11. The proximity detection system of claim 1, wherein the close proximity detection subsystem is further configured to transmit a notification of the two detected objects being within a threshold distance of each other to one or more monitoring systems.
12. The proximity detection system of claim 1 wherein the threshold distance is a function of a classification associated with each of the two detected objects.
13. The proximity detection system of claim 1 wherein the threshold distance is a function of the relative speed of the two detected objects with respect to each other.
14. A method of processing video data, the method comprising:
receiving the video data as a video stream from a camera;
performing background subtraction on the received video stream to identify foreground objects moving relative to a background of the video stream;
generating a classification associated with each identified foreground object in accordance with a predefined set of classifications;
performing object detection on the video stream in accordance with information representative of the identified foreground objects and the corresponding generated classification;
generating positioning information for detected objects; and
detecting when two objects are determined, in accordance with the generated positioning information, to be within a threshold distance of each other.

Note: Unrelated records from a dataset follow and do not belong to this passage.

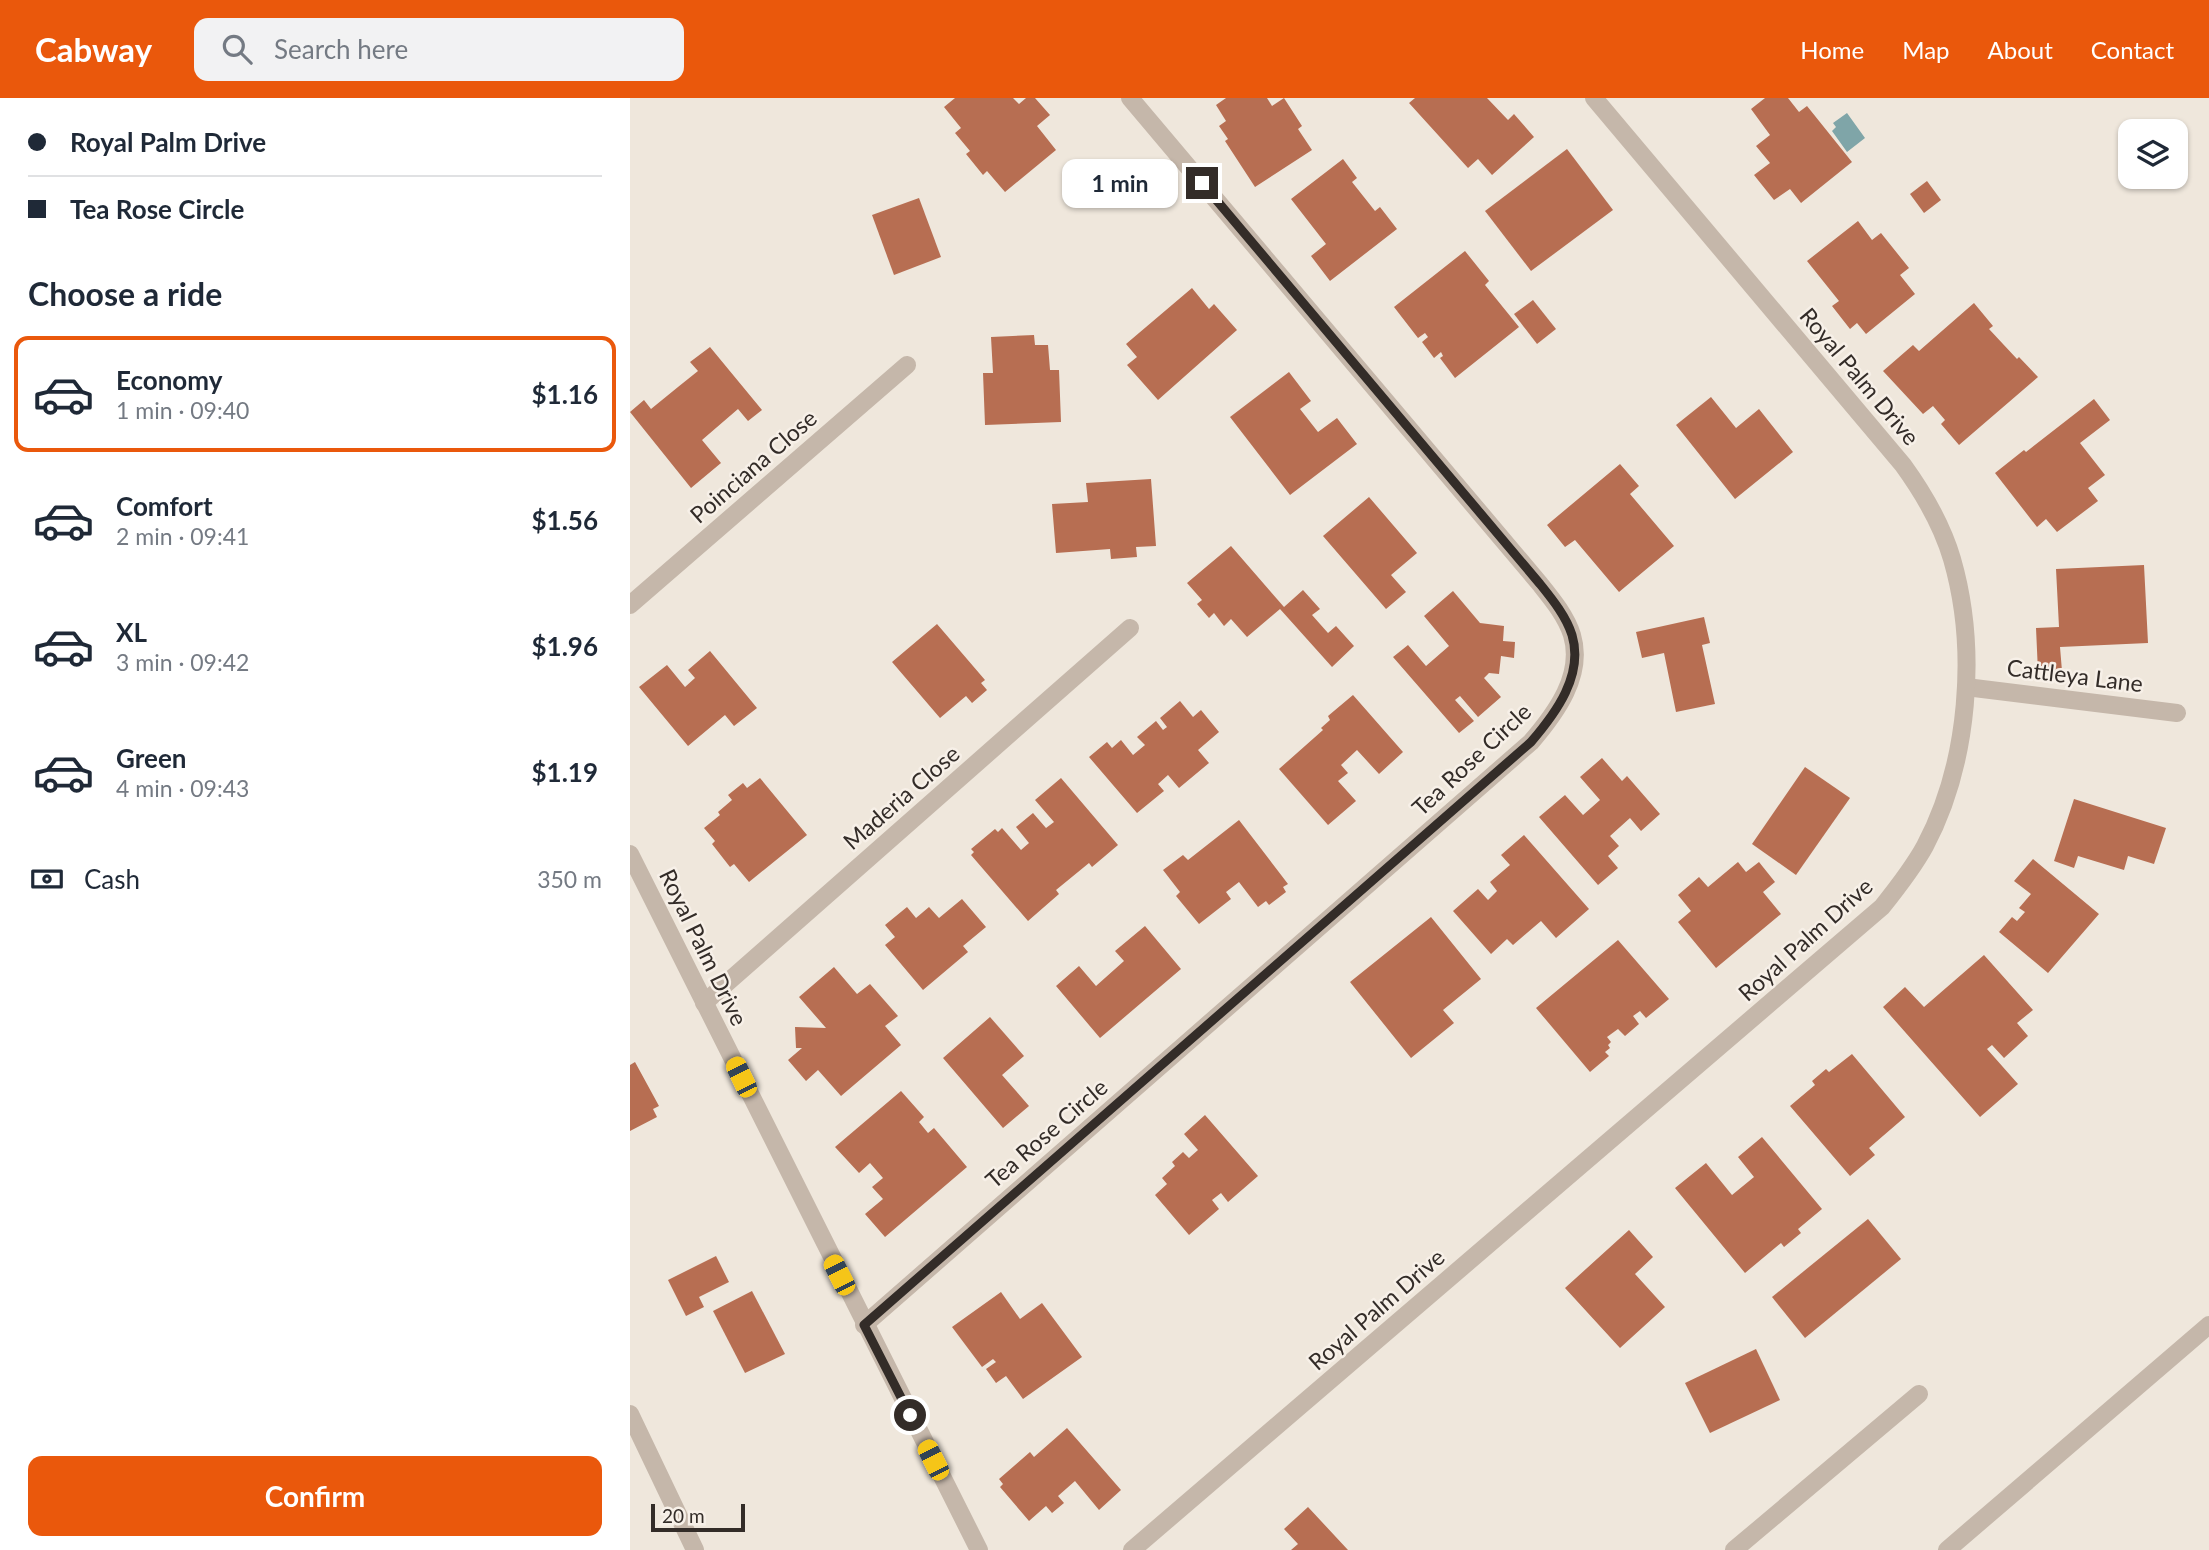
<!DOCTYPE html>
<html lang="en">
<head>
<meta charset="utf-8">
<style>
	:root { --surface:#fff; --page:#f2f2f3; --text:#1f2937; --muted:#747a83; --line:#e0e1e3; --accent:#ea580c }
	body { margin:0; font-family:Lato,sans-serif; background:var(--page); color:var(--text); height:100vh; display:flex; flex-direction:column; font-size:26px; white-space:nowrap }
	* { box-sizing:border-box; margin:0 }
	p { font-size:23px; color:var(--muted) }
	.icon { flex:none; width:38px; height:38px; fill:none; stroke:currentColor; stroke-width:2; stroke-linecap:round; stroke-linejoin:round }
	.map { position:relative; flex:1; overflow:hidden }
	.details { display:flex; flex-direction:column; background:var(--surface); width:630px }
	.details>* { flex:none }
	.banner { display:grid; align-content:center; height:154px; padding:0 28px; background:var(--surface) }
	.buttons { position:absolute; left:1488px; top:21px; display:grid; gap:14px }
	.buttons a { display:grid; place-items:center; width:70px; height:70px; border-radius:14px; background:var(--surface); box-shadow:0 2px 5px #0004; font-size:35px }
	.scale { position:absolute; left:21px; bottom:18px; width:94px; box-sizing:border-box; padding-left:7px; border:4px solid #332c28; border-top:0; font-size:19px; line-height:24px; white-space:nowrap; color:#332c28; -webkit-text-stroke:5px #f7f0e8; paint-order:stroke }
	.end { position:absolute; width:32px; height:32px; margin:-16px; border:9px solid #332c28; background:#fff; box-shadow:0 0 0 4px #fff }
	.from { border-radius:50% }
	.bubble { position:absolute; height:49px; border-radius:14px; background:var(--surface); box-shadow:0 2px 5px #0004; font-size:23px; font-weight:700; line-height:49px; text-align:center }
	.car { position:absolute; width:21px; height:42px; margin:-21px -10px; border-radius:9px; box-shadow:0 0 5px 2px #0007; background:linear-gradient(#f5c518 24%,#345 0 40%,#f5c518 0 76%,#345 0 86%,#f5c518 0) }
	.banner b { display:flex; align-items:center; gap:24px; height:66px; font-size:26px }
	.banner b+b { border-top:2px solid var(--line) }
	.banner i { width:18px; height:18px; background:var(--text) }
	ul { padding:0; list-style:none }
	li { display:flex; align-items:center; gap:21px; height:116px; margin:0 14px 10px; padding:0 14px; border:4px solid transparent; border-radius:14px }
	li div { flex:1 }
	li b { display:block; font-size:26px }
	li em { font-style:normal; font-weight:700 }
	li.on { border-color:var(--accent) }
	li>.icon { width:63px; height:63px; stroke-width:1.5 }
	h2 { padding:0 28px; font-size:32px; line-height:84px }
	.pay { display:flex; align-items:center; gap:18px; height:77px; padding:0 28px; font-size:26px }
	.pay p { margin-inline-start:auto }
	.action { display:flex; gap:14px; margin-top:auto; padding:14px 28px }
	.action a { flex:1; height:80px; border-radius:14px; background:var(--accent); color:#fff; font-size:28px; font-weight:700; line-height:80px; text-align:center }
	header { display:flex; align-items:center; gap:42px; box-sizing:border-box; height:98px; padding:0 35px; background:var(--accent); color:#fff }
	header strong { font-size:33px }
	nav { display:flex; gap:38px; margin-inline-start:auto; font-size:24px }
	.search { width:490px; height:63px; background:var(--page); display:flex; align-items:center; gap:18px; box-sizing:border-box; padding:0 24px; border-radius:14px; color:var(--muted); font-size:26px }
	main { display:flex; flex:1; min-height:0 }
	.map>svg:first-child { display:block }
</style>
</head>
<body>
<header>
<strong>Cabway</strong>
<div class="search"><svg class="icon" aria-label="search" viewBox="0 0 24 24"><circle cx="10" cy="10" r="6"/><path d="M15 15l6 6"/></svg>Search here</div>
<nav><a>Home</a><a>Map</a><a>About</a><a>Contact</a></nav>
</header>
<main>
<section class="details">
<div class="banner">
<b><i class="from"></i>Royal Palm Drive</b>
<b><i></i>Tea Rose Circle</b>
</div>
<h2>Choose a ride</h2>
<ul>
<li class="on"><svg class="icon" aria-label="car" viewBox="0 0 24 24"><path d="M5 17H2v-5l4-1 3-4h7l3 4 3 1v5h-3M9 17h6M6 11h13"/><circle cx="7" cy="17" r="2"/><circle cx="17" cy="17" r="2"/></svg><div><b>Economy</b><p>1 min · 09:40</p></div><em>$1.16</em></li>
<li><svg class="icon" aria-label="car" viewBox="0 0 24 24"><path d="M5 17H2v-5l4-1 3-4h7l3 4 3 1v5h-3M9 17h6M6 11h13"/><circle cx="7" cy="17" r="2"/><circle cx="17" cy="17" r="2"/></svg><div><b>Comfort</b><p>2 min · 09:41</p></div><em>$1.56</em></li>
<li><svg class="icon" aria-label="car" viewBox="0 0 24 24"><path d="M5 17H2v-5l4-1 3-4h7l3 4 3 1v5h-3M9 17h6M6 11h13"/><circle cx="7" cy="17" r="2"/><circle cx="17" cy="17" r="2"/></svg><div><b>XL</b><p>3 min · 09:42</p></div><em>$1.96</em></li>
<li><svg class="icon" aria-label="car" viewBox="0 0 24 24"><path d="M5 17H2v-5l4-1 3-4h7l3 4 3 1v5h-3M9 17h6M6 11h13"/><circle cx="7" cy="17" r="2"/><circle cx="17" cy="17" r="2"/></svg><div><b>Green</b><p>4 min · 09:43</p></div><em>$1.19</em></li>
</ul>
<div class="pay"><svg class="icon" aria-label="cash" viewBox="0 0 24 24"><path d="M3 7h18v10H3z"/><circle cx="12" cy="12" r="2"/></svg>Cash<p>350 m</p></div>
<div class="action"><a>Confirm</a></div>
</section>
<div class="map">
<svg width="1579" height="1452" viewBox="0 0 1579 1452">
	<rect width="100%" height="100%" fill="#efe7dc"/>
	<path fill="#7fa5a8" d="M1217 15 1235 40 1217 54 1202 33 1206 29 1203 25Z"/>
	<g fill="#b76e52">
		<path d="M325 0H383L389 6 396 0H405L420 17 407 28 426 52 375 94 357 73 353 77 336 56 340 53 325 35 331 30 314 9Z"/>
		<path d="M596 0H637L642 8 654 0 672 28 668 31 682 52 625 89 595 43 598 41 589 28 596 23 586 7Z"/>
		<path d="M785 0H857L878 22 884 16 904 39 862 77 848 61 838 70 779 5Z"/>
		<path d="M1135 0H1158L1169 14 1177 8 1222 64 1171 105 1160 91 1144 102 1124 77 1140 65 1126 48 1140 37 1121 11Z"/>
		<path d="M937 51 983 112 901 173 855 113Z"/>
		<path d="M713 61 727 80 722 84 745 113 750 109 767 131 700 183 681 158 696 146 661 101Z"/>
		<path d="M1297 83 1311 102 1294 115 1280 96Z"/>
		<path d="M289 100 311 159 264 177 242 117Z"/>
		<path d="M1228 123 1242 142 1251 135 1279 170 1270 177 1285 196 1236 236 1227 225 1220 231 1202 208 1209 203 1177 163Z"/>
		<path d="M835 153 859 183 855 187 889 229 825 280 810 260 813 258 811 254 804 260 792 244 798 239 795 235 788 240 764 209Z"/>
		<path d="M562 190 579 211 584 206 607 232 528 302 497 267 507 259 496 246Z"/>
		<path d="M903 202 926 231 907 246 884 216Z"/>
		<path d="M1344 205 1363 228 1359 231 1387 261 1389 259 1408 279 1329 347 1311 326 1315 322 1303 308 1293 316 1253 273 1283 247 1289 253Z"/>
		<path d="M404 237 405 247H418L420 272H429L431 324 355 327 353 275H363L361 239Z"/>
		<path d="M80 249 132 312 118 323 108 311 72 342 91 365 61 390 0 314 14 302 21 311 48 289 68 273 60 264Z"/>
		<path d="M659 274 681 303 670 311 688 334 707 320 727 346 660 397 600 319Z"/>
		<path d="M1081 299 1106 330 1129 311 1163 354 1105 401 1046 327Z"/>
		<path d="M1464 301 1480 322 1450 345 1475 377 1458 390 1468 403 1427 434 1416 421 1407 429 1365 375 1394 352 1396 354Z"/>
		<path d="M990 366 1009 388 1000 396 1044 448 989 494 945 442 935 449 917 427Z"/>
		<path d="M521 381 526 448 506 449 507 459 481 461 480 451 426 455 422 406 458 404 456 385Z"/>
		<path d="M739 399 787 455 761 477 776 494 756 511 693 438Z"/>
		<path d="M601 448 654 509 673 492 690 511 682 517 698 535 706 528 724 548 702 569 650 511 617 539 601 521 594 528 584 515 579 520 567 506 572 502 557 485Z"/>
		<path d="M1514 467 1518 545 1430 549 1432 573 1408 574 1406 530 1429 529 1426 471Z"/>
		<path d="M823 493 850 525 874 528 873 543 885 544 884 560 871 558 869 576 859 575 854 580 871 599 848 619 830 598 825 602 844 623 829 635 763 559 778 547 796 568 819 548 794 518Z"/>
		<path d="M1074 519 1080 545 1072 547 1085 606 1046 614 1034 555 1012 560 1006 534Z"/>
		<path d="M307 526 355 582 351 585 357 592 342 605 336 598 310 620 262 564Z"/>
		<path d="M80 553 127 610 104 628 95 617 58 648 9 589 37 567 55 589 65 580 58 572Z"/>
		<path d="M723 597 773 654 749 676 727 652 711 667 718 675 708 683 726 703 698 727 649 671 693 632 691 630 700 622 698 618Z"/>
		<path d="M550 603 563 619 571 612 589 634 568 652 579 665 549 690 538 677 528 686 534 693 507 715 459 659 477 644 482 650 491 642 503 657 515 647 507 639 526 623 533 632 537 629 530 620Z"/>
		<path d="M972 660 992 683 997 678 1030 716 1011 733 1000 720 980 738 989 748 978 758 988 770 968 787 909 719 935 697 953 717 970 702 950 679Z"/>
		<path d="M1175 669 1220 700 1166 777 1122 746Z"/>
		<path d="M130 680 177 737 119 784 104 766 100 769 82 746 85 743 74 730 90 717 88 714 102 702 98 697 113 685 117 690Z"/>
		<path d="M431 680 488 747 462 769 459 765 426 792 429 796 398 823 341 757 344 754 341 751 365 731 368 734 372 730 391 752 399 745 386 729 403 715 416 730 424 724 405 702Z"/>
		<path d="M1444 701 1536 730 1524 766 1498 758 1494 772 1448 758 1444 770 1424 763Z"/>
		<path d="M609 722 658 786 653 789 656 794 639 807 636 803 628 809 609 784 596 794 601 801 569 826 546 798 550 794 533 772 553 757 558 762Z"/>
		<path d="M894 737 959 811 926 840 911 823 883 847 877 841 861 856 823 813 848 791 858 802 867 793 860 784 880 767 871 757Z"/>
		<path d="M1403 761 1469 816 1418 875 1369 834 1382 819 1387 823 1395 814 1389 810 1401 796 1384 783Z"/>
		<path d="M1108 764 1116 774 1129 764 1145 784 1133 794 1151 816 1086 870 1048 824 1061 813 1048 797 1069 779 1078 789Z"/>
		<path d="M332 801 356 829 333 848 338 854 293 892 255 847 265 839 255 827 277 809 286 820 299 809 309 820Z"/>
		<path d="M801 819 851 881 813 912 824 925 781 960 720 884Z"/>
		<path d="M515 828 551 871 470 940 426 888 449 868 466 888 494 863 485 853Z"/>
		<path d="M988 842 1039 901 1016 920 1010 913 1003 918 1009 926 995 938 988 931 977 939 981 944 978 947 980 950 975 954 979 958 960 974 906 910Z"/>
		<path d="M1354 857 1403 912 1387 925 1398 938 1374 960 1362 947 1357 951 1388 986 1350 1019 1253 909 1275 889 1294 909Z"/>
		<path d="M204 869 227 896 240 886 268 918 255 928 271 947 211 998 188 972 176 983 158 962 172 950H166L165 929 196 930 169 899Z"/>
		<path d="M360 919 394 958 372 977 399 1008 373 1030 313 960Z"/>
		<path d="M1222 956 1275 1019 1239 1050 1245 1057 1220 1078 1160 1008 1185 987 1182 983 1196 971 1199 974Z"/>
		<path d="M5 964 29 1008 23 1011 27 1019 0 1033V967Z"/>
		<path d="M271 993 294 1019 289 1024 298 1035 304 1030 337 1069 255 1139 235 1116 253 1101 242 1089 253 1080 240 1065 229 1075 205 1049Z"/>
		<path d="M575 1017 628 1078 598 1104 591 1095 582 1102 589 1111 559 1137 525 1097 537 1086 532 1080 545 1068 542 1064 553 1054 559 1060 568 1052 554 1036Z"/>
		<path d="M1132 1039 1192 1111 1168 1131 1171 1135 1154 1149 1151 1145 1115 1175 1045 1090 1076 1065 1102 1097 1124 1079 1108 1059Z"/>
		<path d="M1238 1121 1271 1161 1175 1240 1142 1199Z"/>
		<path d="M999 1132 1023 1159 1005 1176 1035 1209 990 1250 935 1190Z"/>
		<path d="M86 1158 99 1184 69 1199 74 1209 56 1218 38 1182Z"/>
		<path d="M122 1193 155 1256 115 1275 83 1213Z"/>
		<path d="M371 1194 390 1221 412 1205 452 1259 393 1301 376 1278 366 1285 356 1271 366 1264 363 1261 352 1269 322 1229Z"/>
		<path d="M1126 1251 1150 1302 1080 1335 1055 1285Z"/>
		<path d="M437 1330 491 1392 469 1412 445 1383 428 1398 434 1405 422 1415 416 1408 399 1423 370 1389 373 1386 369 1381 400 1354 404 1359Z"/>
		<path d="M678 1409 718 1452H661L668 1446 654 1431Z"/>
	</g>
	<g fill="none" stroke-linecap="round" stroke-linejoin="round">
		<g stroke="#c5b7aa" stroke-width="18">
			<path d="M0 507 277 267"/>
			<path d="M1336 589 1547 615"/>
			<path d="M0 756 349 1452"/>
			<path d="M74 905 500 530"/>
			<path d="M234 1227 901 644C926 615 954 577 942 537 936 518 922 501 910 486L500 0"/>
			<path d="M502 1452 1252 809C1268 789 1283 770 1295 748 1339 665 1348 551 1322 461 1312 427 1294 396 1273 367L964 0"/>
			<path d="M1104 1452 1289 1296"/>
			<path d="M1317 1452 1579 1227"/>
		</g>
		<path stroke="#c5b7aa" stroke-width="18" d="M0 1316 65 1452"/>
	</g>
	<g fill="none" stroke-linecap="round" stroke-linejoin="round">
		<path stroke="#332c28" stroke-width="9" d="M280 1317 234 1227 901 644C926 615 954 577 942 537 936 518 922 501 910 486L572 85"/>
	</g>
	<g text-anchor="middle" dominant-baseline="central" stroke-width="5" stroke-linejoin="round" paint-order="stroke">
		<g font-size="23" fill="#332c28" stroke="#f7f0e8">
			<text transform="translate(1230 278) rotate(50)">Royal Palm Drive</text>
			<text transform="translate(123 368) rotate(-41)">Poinciana Close</text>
			<text transform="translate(1445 577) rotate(7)">Cattleya Lane</text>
			<text transform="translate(841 661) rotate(-43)">Tea Rose Circle</text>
			<text transform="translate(271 699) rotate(-41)">Maderia Close</text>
			<text transform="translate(1175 841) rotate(-42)">Royal Palm Drive</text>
			<text transform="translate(74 849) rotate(64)">Royal Palm Drive</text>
			<text transform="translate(416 1035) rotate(-41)">Tea Rose Circle</text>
			<text transform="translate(746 1211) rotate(-41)">Royal Palm Drive</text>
		</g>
	</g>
</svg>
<div class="buttons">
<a><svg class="icon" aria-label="layers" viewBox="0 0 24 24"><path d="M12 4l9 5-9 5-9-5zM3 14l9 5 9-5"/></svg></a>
</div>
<div class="scale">20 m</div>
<i class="end from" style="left:280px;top:1317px"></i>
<i class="end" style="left:572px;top:85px"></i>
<div class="bubble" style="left:432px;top:61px;width:116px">1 min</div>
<i class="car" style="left:111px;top:979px;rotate:334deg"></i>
<i class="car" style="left:209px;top:1177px;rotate:333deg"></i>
<i class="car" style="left:303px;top:1362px;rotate:333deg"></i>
</div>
</main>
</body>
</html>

15. The method of claim 14 wherein the positioning information is determined in accordance with visual depth estimation.
16. The method of claim 14 wherein the identification of foreground objects is provided in the form of a mask that obscures contents of a video frame with the exception of the identified objects.
17. A non-transitory computer-readable medium comprising instructions that, when executed by one or more processors, cause the one or more processors to:
receive video data as a video stream from a camera;
perform background subtraction on the received video stream to identify foreground objects moving relative to a background of the video stream;
generate a classification associated with each identified foreground object in accordance with a predefined set of classifications;
perform object detection on the video stream in accordance with information representative of the identified foreground objects and the corresponding generated classification;
generate positioning information for detected objects; and
detecting when two objects, in accordance with the generated positioning information, are within a threshold distance of each other.